O presidente do Sindicato dos Hospitais, Clínicas, Casas de Saúde e Laboratórios, Sindhospe, George Meira Trigueiro, disse que os prestadores estão impossibilitados de operar porque não há dinheiro sequer para pagar os insumos. “Hoje a tabela do Sassepe, defasada há mais de 10 anos, e com atraso, em alguns casos, de até 12 meses, não compensa você dar um desconto de 40% e ainda pagar em seis meses, sem juros e sem correção”. O gestor pediu melhorias no sistema de auditoria para evitar fraudes, e para resguardar o pagamento de quem de fato prestou o atendimento.
Auditoria também foi reivindicação dos representantes dos servidores. Presidente da CUT Pernambuco, Paulo Rocha defendeu mudanças nas regras de gestão do Sassepe para garantir a participação de técnicos e evitar interferências políticas. Ele também lembrou que uma das razões para a criação do Sassepe foi desafogar as unidades do SUS, e caso o sistema quebre, mais de 170 mil usuários vão ficar desassistidos.
A composição paritária de receitas foi a proposta de Florentina Cabral, presidente da Associação de Saúde dos Servidores Estaduais, Assepe. Ela não considera justo que as contribuições descontadas direto na folha representem 70% do caixa, e ainda assim, os atendimentos sejam negados. “Nossa contribuição hoje compõe mais de 70% do caixa: 38 milhões/mês. A contribuição do Governo: 13 milhões/mês. Haja diferença, mas na hora que o Sassepe deixa de pagar, quem sofre as consequências somos nós.”
Presentes à audiência, representantes do Governo apontaram avanços na busca por soluções para o Sassepe, como o esforço para abater 111 milhões de reais do passivo de gestões anteriores. A secretária de administração, Ana Maraíza de Souza Silva, informou que a equipe está realizando levantamento de outros sistemas de saúde de servidores existentes no Brasil para propor um modelo sustentável.
O presidente do Instituto de Recursos Humanos, João Victor Falcão, garantiu que todas as faturas auditadas dos meses de janeiro e fevereiro deste ano foram pagas em dia, e um esforço da gestão garantiu zerar a fila da oncologia. Um edital de seleção simplificada de auditores foi anunciado para breve, assim como a implantação do sistema de agendamento online. Outro anúncio feito por João Victor Falcão foi uma reunião com representantes do Sindhospe e do Simepe, Sindicato dos Médicos de Pernambuco, para apresentar um novo plano de pagamento das dívidas. A proposta anterior, com desconto de 40%, foi recusada pelos credenciados. Mas os termos do acordo que o Governo vai sugerir não foram revelados.

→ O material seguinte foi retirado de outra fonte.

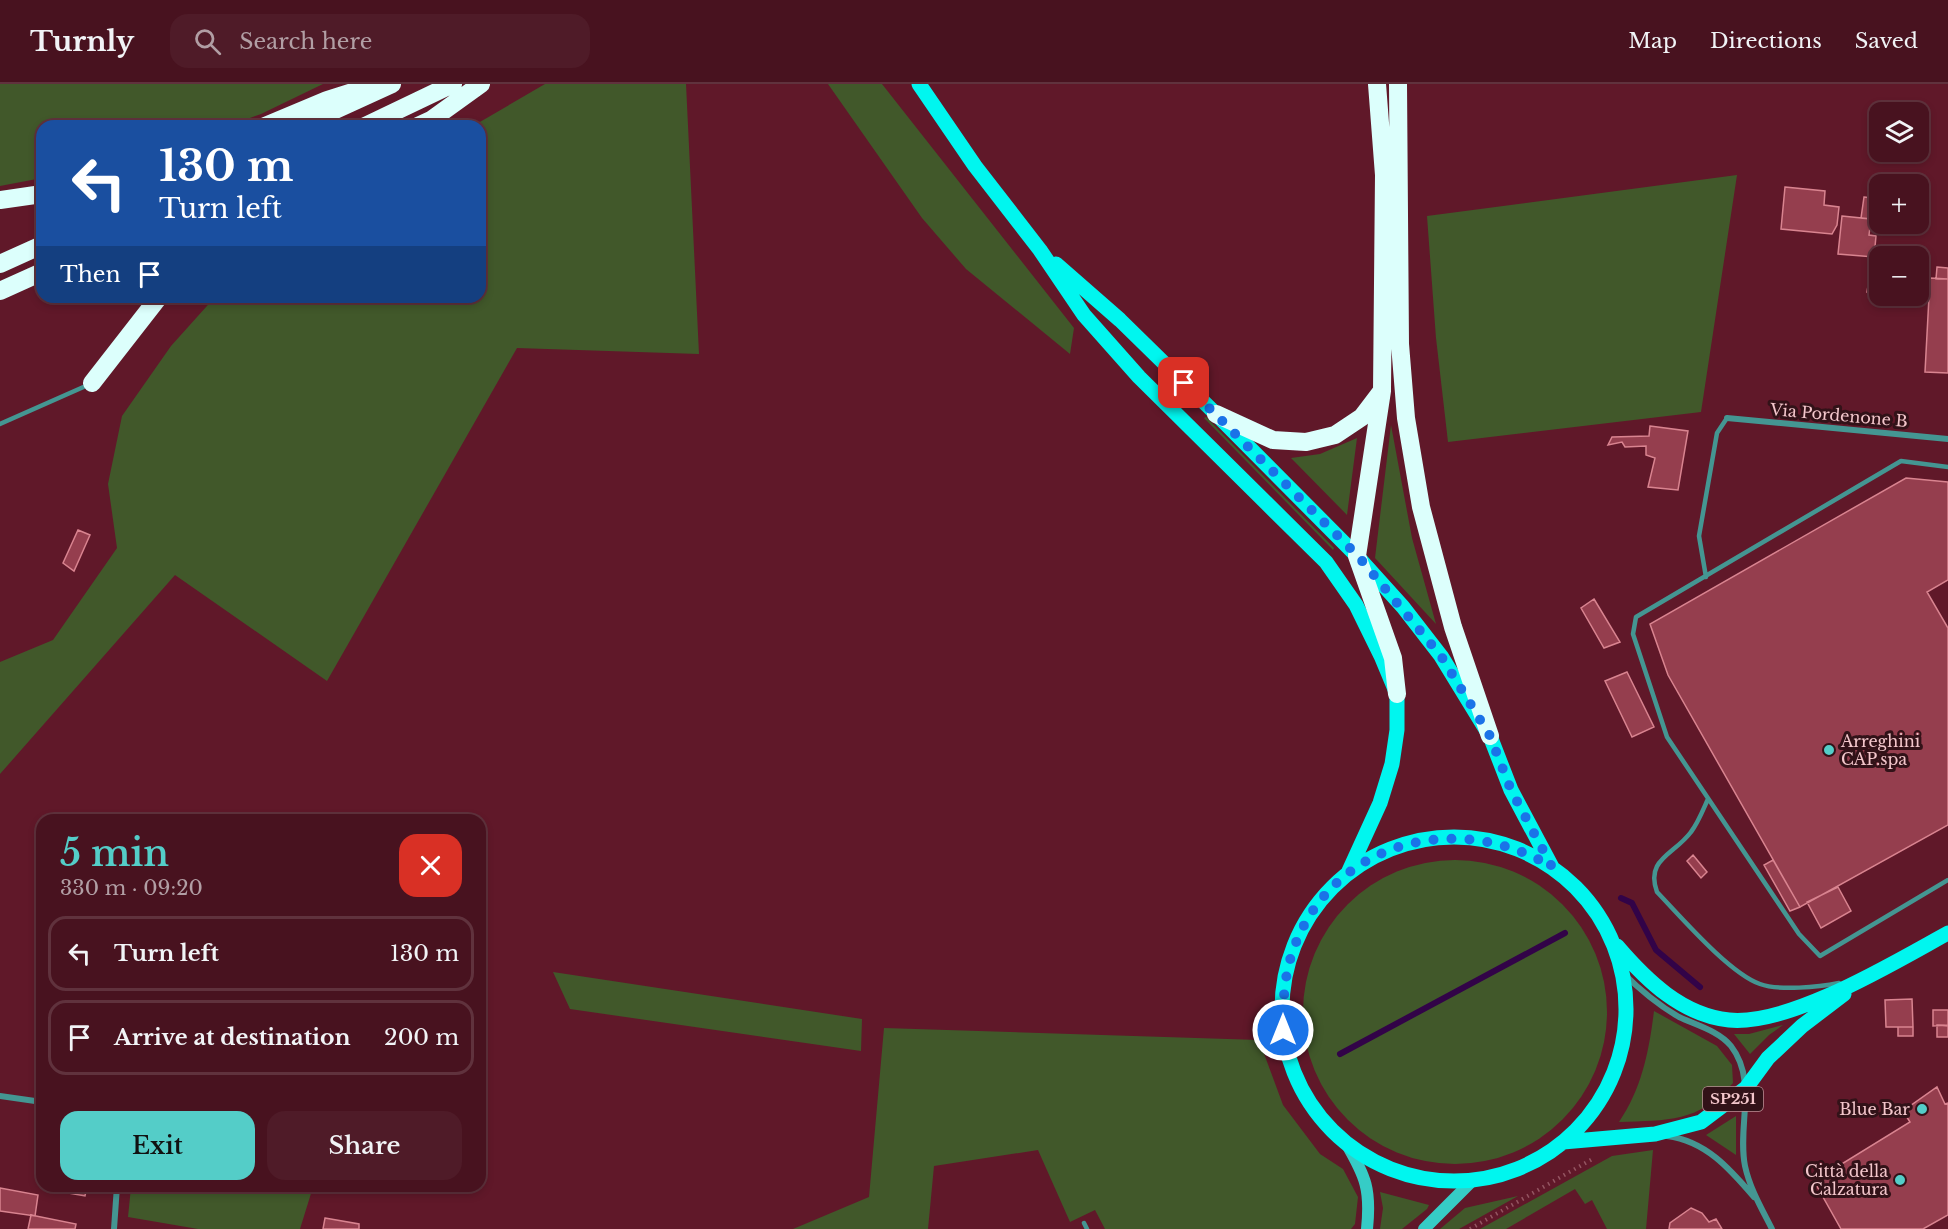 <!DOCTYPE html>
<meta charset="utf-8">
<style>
:root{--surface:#48121f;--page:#4f1b28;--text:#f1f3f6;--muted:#b19ea4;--line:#60323d;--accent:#54cdc8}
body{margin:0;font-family:"Libre Baskerville",serif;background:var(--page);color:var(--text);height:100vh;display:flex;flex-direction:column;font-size:22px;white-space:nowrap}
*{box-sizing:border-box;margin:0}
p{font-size:20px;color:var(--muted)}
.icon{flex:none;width:33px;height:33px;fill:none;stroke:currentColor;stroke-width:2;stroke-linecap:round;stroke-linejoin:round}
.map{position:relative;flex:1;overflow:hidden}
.panel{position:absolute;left:36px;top:730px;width:450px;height:378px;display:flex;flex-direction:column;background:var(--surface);border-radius:18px;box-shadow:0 3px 9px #0003,0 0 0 2px var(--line)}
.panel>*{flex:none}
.guide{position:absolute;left:36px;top:36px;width:450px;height:183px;border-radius:18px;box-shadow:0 3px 9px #0003,0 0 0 2px var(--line);background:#1a4fa0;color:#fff;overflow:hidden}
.buttons{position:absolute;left:1869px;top:18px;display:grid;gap:12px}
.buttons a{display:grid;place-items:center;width:60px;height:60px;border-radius:12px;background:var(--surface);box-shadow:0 3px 9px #0003,0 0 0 2px var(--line);font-size:30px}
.pin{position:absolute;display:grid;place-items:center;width:51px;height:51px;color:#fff;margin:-26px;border-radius:12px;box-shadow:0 3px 9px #0006}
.me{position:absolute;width:66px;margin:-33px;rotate:0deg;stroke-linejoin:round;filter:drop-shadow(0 0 4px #0008)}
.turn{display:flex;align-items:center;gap:21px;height:126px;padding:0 24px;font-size:27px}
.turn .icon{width:78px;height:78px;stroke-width:2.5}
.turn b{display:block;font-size:42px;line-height:51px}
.then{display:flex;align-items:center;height:57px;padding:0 24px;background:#0003;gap:12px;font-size:22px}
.round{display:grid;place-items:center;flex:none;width:63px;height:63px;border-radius:18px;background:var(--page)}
.summary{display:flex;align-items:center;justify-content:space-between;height:102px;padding:0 24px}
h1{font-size:36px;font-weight:600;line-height:45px;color:var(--accent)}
.action{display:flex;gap:12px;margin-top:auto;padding:12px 24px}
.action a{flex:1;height:69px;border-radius:18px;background:var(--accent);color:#111;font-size:24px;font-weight:600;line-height:69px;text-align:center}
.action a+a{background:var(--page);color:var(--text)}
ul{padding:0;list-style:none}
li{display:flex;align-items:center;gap:18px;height:75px;margin:0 12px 9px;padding:0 12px;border:3px solid var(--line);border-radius:18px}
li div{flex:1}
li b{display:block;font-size:22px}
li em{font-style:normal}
header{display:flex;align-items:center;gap:36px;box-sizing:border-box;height:84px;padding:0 30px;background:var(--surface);border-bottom:2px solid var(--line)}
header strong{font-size:28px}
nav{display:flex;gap:33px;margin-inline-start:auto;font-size:21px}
.search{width:420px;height:54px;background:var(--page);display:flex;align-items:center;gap:15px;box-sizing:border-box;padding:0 21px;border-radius:18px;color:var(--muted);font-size:22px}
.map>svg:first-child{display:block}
</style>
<header>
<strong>Turnly</strong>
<div class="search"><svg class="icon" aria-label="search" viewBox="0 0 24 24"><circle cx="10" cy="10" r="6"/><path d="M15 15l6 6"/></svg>Search here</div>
<nav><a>Map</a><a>Directions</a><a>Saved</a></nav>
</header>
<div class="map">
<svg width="1948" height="1145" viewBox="0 0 1948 1145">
<rect width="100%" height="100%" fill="#601829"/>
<path fill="#41582a" d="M 0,0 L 323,0 L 261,30 L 228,42 L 42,42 L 42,94 L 0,102 Z
M 545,0 L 686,0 L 699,270 L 517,264 L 327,597 L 175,491 L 0,690 L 0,578 L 53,556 L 117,464 L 108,400 L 122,332 L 171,262 L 215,213 L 480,213 L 480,42 L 473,42 Z
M 828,0 L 882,0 L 1074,244 L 1070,270 L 966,185 L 922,134 Z
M 1737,91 L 1701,328 L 1448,358 L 1436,254 L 1427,132 Z
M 1206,333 L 1334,464 L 1333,466 L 1204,334 Z
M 1391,341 L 1412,454 L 1436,540 L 1375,474 Z
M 1357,354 L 1347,431 L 1291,374 L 1320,370 Z
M1303 928a152 152 0 1 1 304 0a152 152 0 1 1-304 0Z
M 553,888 L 862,935 L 861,967 L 570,925 Z
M 1654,927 L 1717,962 L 1732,981 L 1733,999 C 1698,1039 1668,1036 1619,1038 C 1642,1004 1649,967 1654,927 Z
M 1783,941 L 1769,951 L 1750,970 L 1734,950 L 1749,950 Z
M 884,944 L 1259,956 L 1283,1021 L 1320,1070 L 1343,1085 L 1358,1113 L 1355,1140 L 1351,1145 L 1105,1145 L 1095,1126 L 1070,1138 L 1038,1066 L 934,1082 L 928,1145 L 793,1145 L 869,1113 Z
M 1736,1032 L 1736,1071 L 1706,1051 Z
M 1653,1066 L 1646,1145 L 1607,1145 L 1592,1116 L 1585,1120 L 1575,1105 L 1506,1145 L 1480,1145 L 1612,1072 Z
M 131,1103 L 131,1102 L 313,1103 L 300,1145 L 198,1145 L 128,1133 Z
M 1380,1108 L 1429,1121 L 1427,1125 L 1402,1145 L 1380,1145 L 1383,1124 Z
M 1518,1112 L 1459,1145 L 1440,1145 L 1465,1124 Z"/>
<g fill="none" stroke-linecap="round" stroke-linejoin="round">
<path stroke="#320348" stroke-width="6" d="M 1621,814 L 1632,819 L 1656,866 L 1700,903
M 1340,970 L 1565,849"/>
</g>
<path fill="#953e4e" stroke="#d98490" stroke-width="1.5" d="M 1785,103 L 1825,107 L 1824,121 L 1839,123 L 1837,141 L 1832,150 L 1781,145 Z
M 1864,113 L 1880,115 L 1880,140 L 1884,140 L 1884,143 L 1871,145 L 1871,135 L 1861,134 Z
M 1842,132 L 1871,135 L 1869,151 L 1876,152 L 1874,173 L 1838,170 Z
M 1937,183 L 1948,184 L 1948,195 L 1936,195 Z
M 1870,189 L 1880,190 L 1878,209 L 1867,208 Z
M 1930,194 L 1948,195 L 1948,289 L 1925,288 Z
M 1650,342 L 1688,347 L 1678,406 L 1648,403 L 1655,374 L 1646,371 L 1646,362 L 1625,363 L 1622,358 L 1608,361 L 1612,353 L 1649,352 Z
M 1906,394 L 1948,398 L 1948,496 L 1927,508 L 1948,544 L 1948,741 L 1800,823 L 1668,591 L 1650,540 Z
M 78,446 L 90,451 L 74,487 L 63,479 Z
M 1594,515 L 1620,558 L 1604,564 L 1581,524 Z
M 1627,588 L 1654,643 L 1632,653 L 1605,597 Z
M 1693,771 L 1707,788 L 1701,794 L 1687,777 Z
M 1773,776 L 1800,823 L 1790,827 L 1764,781 Z
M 1838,803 L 1851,827 L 1821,844 L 1807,818 Z
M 1912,915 L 1913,943 L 1886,943 L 1885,916 Z
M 1933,926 L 1948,926 L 1948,941 L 1933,942 Z
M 1937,941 L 1948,942 L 1948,953 L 1937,953 Z
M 1898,943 L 1913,943 L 1913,952 L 1898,952 Z
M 1937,1003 L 1945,1020 L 1948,1019 L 1948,1131 L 1923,1145 L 1841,1145 L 1814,1097 L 1910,1038 L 1903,1027 Z
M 46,1102 L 87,1102 L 85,1112 L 45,1105 Z
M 0,1104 L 38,1111 L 35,1132 L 0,1127 Z
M 1691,1124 L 1702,1129 L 1709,1138 L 1716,1135 L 1722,1145 L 1669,1145 L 1670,1139 Z
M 31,1131 L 76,1140 L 75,1145 L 28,1145 Z
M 325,1134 L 359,1140 L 359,1145 L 323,1145 Z"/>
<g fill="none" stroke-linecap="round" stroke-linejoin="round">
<path stroke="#945562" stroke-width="4" stroke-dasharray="1.5 4.5" stroke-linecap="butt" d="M 1470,1145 L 1594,1074"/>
<path stroke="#449692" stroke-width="4.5" d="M 0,340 L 88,301
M 1948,383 L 1901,377 L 1636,533 L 1633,550 L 1667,653 L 1799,850 L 1820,872 L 1948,796
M 1706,493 L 1699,452 L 1717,349 L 1727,334
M 1708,715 C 1703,726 1698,739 1691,748 C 1674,771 1645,775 1657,808 C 1681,833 1729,889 1760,900 C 1779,907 1819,903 1839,899
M 1084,1139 L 1087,1145"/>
<path stroke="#449692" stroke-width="6" d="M 1727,334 L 1948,355
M 1622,888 C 1639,905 1658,921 1679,933 C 1696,941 1719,947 1731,962 C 1758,997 1737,1042 1745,1082 C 1750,1105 1762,1125 1772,1145
M 0,1012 L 42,1018
M 1667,1052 C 1706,1057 1730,1085 1754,1113
M 114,1145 L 117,1102"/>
<path stroke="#36ccc6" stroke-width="12" d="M 1346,1059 C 1366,1093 1371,1106 1367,1145
M 1424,1145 L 1472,1097"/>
<path stroke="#00f6ef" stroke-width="15" d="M 919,0 L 975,82 L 1040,166 L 1084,231 L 1139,293 L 1326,478 L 1356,521 L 1382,574 L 1397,610 L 1397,646 L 1392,680 L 1380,719 L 1348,789
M 1056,180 L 1120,236 L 1216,330 L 1357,472 L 1403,523 L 1441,572 L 1490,652 L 1511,706 L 1552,783
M1282 925a172 172 0 1 1 344 0a172 172 0 1 1-344 0Z
M 1617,862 C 1647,897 1682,931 1729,936 C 1790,942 1895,878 1948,849
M 1563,1058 L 1655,1050 L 1701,1038 L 1746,1004 L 1768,974 L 1802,942 L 1844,910"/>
<path stroke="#dcfffc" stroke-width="18" d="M 1377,0 L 1384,91 L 1382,307 L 1357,472 L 1393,574 L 1397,610
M 1398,0 L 1400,260 L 1406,334 L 1421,423 L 1453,543 L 1490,652
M 265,42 L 327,16 L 378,0
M 300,42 L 392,0
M 365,42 L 453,0
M 418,42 L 431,36 L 481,0
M 0,116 L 42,110
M 0,180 L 42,161
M 0,207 L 42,188
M 92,299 L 159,213
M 1216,330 L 1273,356 L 1306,358 L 1335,351 L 1362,333 L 1381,308"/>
</g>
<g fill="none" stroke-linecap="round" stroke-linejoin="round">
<path stroke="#1a73e8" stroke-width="10" stroke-dasharray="0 18" d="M 1184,299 L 1358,472 L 1441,572 L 1490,652 L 1511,706 L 1552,783 C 1460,727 1336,755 1295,861 C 1284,889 1283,917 1283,946"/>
</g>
<g fill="#54cdc8" stroke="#321218" stroke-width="2">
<circle cx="1829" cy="666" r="6"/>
<circle cx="1922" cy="1025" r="6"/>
<circle cx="1900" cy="1096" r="6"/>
</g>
<g text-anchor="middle" stroke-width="6" stroke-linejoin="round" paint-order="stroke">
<rect fill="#321218" stroke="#b99095" stroke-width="1.5" x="1703" y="1003" width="60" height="24" rx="4.5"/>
<g font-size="15" font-weight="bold" fill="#f3c6cb">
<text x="1733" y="1020">SP251</text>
</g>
<g font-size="16" fill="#f3c6cb" stroke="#321218">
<text transform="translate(1839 331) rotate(5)" y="6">Via Pordenone B</text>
</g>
<g font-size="16" fill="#f3c6cb" stroke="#321218" text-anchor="end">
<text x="1841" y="663" text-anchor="start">Arreghini<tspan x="1841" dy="18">CAP.spa</tspan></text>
<text x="1910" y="1031">Blue Bar</text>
<text x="1888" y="1093">Città della<tspan x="1888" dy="18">Calzatura</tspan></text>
</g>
</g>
</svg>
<div class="buttons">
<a><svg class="icon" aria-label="layers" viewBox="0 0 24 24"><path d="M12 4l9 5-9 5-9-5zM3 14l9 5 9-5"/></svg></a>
<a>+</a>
<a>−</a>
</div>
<div class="pin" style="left:1184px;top:299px;background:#d93025"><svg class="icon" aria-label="arrive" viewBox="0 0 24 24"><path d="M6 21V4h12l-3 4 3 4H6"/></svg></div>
<svg class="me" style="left:1283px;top:946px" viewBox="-20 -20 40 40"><circle r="17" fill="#1a73e8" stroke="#fff" stroke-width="3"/><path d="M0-11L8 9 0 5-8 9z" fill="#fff"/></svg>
<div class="guide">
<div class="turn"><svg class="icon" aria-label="left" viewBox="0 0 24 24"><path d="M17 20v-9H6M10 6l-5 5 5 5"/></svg><div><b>130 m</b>Turn left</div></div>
<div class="then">Then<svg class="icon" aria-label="arrive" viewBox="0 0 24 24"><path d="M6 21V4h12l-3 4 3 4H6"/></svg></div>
</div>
<section class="panel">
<div class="summary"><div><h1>5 min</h1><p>330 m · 09:20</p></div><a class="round" style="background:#d93025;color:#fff"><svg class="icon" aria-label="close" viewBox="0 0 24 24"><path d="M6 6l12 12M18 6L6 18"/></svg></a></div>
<ul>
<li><svg class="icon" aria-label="left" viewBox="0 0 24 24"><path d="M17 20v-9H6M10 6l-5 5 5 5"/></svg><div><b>Turn left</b></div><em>130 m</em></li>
<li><svg class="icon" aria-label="arrive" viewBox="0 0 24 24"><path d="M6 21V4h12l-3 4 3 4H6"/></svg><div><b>Arrive at destination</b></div><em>200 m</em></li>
</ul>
<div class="action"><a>Exit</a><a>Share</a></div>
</section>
</div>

Como encaminhamento do debate, uma comissão de deputados foi criada para acompanhar o assunto. O grupo é composto por João Paulo, do PT, e William Brígido, do Republicanos, que solicitaram a Audiência Pública, Débora Almeida, do PSDB, e José Patriota, do PSB. Outro integrante é o deputado Joaquim Lira, do PV, presidente da Comissão de Administração Pública, Colegiado que realizou o evento.
“Existem pontos que o Governo aceita que são pontos convergentes, assim podemos dizer, que diz respeito a uma auditoria que funcione verdadeiramente, e também um sistema de regulação. A gente precisa intensificar esses dois pontos porque se a gente conseguir assim intensificar a gente vai começar a diminuir os problemas de hoje e tentar sanar problemas do passado”.
A ideia é garantir participação de pelo menos dois parlamentares a cada reunião.